##### Records supplied
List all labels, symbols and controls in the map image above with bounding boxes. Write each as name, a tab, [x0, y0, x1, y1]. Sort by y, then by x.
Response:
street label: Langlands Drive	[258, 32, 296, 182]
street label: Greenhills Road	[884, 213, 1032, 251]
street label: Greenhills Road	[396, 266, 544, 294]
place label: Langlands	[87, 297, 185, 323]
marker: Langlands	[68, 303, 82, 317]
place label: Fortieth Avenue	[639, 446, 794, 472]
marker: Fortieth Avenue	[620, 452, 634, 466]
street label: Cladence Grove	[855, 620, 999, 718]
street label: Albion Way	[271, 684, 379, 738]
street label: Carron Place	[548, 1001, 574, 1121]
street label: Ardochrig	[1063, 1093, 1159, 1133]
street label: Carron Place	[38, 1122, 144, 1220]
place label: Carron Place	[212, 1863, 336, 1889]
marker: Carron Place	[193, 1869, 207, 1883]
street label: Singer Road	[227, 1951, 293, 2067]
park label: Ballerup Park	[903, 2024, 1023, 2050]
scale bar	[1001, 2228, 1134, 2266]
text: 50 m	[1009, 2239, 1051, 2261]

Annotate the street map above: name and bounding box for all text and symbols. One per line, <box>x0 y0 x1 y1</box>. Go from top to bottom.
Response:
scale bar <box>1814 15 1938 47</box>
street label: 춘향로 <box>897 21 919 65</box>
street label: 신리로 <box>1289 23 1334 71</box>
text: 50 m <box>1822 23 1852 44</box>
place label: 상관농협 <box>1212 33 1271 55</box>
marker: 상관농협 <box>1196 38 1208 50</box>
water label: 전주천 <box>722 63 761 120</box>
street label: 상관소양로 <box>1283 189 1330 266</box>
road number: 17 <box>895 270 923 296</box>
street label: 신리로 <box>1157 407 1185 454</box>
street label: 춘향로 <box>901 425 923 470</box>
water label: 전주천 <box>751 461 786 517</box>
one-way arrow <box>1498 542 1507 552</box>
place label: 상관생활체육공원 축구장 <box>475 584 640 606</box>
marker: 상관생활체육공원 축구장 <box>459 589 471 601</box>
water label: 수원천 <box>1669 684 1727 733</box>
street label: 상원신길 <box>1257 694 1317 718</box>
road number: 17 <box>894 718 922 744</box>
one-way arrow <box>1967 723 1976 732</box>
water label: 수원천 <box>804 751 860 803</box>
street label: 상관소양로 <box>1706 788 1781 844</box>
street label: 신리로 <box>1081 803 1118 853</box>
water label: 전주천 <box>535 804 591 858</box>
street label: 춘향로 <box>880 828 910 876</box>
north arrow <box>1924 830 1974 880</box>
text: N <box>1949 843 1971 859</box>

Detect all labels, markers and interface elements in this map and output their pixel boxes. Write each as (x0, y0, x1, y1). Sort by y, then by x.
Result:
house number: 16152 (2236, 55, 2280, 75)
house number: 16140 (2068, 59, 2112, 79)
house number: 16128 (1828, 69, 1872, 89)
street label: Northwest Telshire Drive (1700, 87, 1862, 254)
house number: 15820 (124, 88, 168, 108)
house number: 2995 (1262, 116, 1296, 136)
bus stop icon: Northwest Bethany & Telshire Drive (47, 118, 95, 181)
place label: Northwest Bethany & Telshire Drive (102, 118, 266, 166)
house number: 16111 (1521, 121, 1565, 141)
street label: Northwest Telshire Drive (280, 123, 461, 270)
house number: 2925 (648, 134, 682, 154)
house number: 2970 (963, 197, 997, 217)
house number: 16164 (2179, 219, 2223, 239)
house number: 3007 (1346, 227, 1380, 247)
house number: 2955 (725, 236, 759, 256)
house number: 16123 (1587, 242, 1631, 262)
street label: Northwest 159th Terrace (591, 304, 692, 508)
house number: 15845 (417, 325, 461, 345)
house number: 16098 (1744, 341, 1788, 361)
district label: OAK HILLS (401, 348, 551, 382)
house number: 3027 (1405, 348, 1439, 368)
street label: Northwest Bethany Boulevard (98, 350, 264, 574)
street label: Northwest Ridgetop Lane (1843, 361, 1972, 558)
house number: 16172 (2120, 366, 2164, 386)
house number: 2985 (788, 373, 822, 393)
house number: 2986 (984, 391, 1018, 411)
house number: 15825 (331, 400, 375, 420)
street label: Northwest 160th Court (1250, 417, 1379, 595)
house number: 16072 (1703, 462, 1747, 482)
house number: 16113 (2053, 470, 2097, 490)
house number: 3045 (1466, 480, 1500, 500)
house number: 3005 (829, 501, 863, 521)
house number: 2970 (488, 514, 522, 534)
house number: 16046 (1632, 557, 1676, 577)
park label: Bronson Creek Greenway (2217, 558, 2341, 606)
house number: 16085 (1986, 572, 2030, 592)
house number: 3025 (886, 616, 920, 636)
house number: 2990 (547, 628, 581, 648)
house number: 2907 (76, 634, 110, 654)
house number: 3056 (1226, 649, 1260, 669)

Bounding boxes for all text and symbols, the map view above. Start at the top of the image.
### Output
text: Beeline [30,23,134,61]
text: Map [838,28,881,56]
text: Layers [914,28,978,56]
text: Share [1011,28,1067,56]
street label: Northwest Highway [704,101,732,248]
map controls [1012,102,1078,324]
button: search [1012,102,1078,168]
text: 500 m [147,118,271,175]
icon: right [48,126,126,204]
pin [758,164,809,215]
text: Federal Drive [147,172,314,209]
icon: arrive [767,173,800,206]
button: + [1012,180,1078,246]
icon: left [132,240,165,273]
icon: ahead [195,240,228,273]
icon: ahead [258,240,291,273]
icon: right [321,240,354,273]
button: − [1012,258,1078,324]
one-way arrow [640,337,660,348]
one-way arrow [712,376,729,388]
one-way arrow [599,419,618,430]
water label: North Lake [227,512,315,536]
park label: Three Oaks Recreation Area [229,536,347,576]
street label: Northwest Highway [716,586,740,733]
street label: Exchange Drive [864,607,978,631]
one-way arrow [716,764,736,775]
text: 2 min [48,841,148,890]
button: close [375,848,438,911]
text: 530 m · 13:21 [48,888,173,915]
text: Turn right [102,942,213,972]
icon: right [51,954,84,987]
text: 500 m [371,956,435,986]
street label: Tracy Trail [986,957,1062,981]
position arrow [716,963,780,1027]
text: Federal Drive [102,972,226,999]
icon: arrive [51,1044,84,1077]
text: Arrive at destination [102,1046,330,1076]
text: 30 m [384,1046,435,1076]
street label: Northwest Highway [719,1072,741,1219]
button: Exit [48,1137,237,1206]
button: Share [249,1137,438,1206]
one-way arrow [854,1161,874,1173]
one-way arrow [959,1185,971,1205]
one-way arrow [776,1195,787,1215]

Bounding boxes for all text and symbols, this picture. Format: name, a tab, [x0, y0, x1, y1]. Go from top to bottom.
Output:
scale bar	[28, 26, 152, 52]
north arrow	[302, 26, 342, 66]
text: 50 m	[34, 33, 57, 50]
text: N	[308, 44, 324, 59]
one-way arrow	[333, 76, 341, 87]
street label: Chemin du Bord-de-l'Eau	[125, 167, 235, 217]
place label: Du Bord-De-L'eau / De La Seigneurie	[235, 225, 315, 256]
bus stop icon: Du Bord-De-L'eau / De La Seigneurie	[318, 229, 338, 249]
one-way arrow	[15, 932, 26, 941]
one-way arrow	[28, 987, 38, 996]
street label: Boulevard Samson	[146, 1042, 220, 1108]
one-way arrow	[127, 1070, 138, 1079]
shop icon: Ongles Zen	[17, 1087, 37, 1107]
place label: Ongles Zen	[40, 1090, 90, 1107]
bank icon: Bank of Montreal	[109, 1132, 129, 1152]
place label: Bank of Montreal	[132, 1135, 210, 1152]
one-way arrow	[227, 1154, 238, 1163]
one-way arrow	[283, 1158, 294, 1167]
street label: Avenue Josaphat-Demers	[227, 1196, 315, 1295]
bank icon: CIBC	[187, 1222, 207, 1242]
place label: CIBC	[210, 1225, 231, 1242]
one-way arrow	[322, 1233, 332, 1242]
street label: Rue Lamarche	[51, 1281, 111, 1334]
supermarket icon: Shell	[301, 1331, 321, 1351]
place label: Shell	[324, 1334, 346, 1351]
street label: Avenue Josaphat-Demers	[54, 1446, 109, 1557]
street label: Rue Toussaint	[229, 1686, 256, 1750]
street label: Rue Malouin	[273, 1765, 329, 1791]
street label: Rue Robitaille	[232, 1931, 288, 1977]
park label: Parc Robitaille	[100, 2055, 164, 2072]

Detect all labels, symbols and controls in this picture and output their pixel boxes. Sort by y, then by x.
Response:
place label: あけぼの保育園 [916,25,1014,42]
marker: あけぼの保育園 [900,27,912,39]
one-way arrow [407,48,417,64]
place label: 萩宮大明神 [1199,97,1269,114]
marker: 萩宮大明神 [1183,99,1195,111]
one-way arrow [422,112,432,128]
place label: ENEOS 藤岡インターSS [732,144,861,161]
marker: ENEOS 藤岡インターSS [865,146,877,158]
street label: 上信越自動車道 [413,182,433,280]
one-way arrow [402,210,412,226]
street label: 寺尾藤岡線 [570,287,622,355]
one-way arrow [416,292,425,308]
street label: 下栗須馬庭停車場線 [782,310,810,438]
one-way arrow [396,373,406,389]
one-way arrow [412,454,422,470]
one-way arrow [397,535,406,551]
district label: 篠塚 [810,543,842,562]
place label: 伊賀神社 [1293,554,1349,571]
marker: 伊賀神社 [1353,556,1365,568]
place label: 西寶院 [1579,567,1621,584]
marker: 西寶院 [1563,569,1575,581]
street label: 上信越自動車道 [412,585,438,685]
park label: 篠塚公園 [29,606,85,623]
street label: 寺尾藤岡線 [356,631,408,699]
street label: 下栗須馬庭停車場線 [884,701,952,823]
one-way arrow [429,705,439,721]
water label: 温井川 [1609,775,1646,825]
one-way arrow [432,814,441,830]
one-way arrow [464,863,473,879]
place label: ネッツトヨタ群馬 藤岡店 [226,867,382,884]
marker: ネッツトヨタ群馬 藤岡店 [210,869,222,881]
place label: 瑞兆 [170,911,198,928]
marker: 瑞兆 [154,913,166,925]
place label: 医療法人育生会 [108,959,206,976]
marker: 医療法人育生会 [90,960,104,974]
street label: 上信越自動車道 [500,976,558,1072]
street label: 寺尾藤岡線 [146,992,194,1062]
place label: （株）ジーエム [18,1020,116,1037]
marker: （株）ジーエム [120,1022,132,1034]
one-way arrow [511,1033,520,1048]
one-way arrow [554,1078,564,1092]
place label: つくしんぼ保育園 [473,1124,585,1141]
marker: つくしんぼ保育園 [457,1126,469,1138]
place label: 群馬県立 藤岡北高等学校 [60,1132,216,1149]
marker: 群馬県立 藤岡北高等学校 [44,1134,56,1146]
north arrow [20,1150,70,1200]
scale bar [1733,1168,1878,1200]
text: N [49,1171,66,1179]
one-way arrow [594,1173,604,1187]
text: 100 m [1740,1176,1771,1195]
##########
■ Exercise requirements:
Across the listing above, find all lines where the word "藤岡インターSS" is present and copy them.

■ Output of the exercise:
place label: ENEOS 藤岡インターSS [732,144,861,161]
marker: ENEOS 藤岡インターSS [865,146,877,158]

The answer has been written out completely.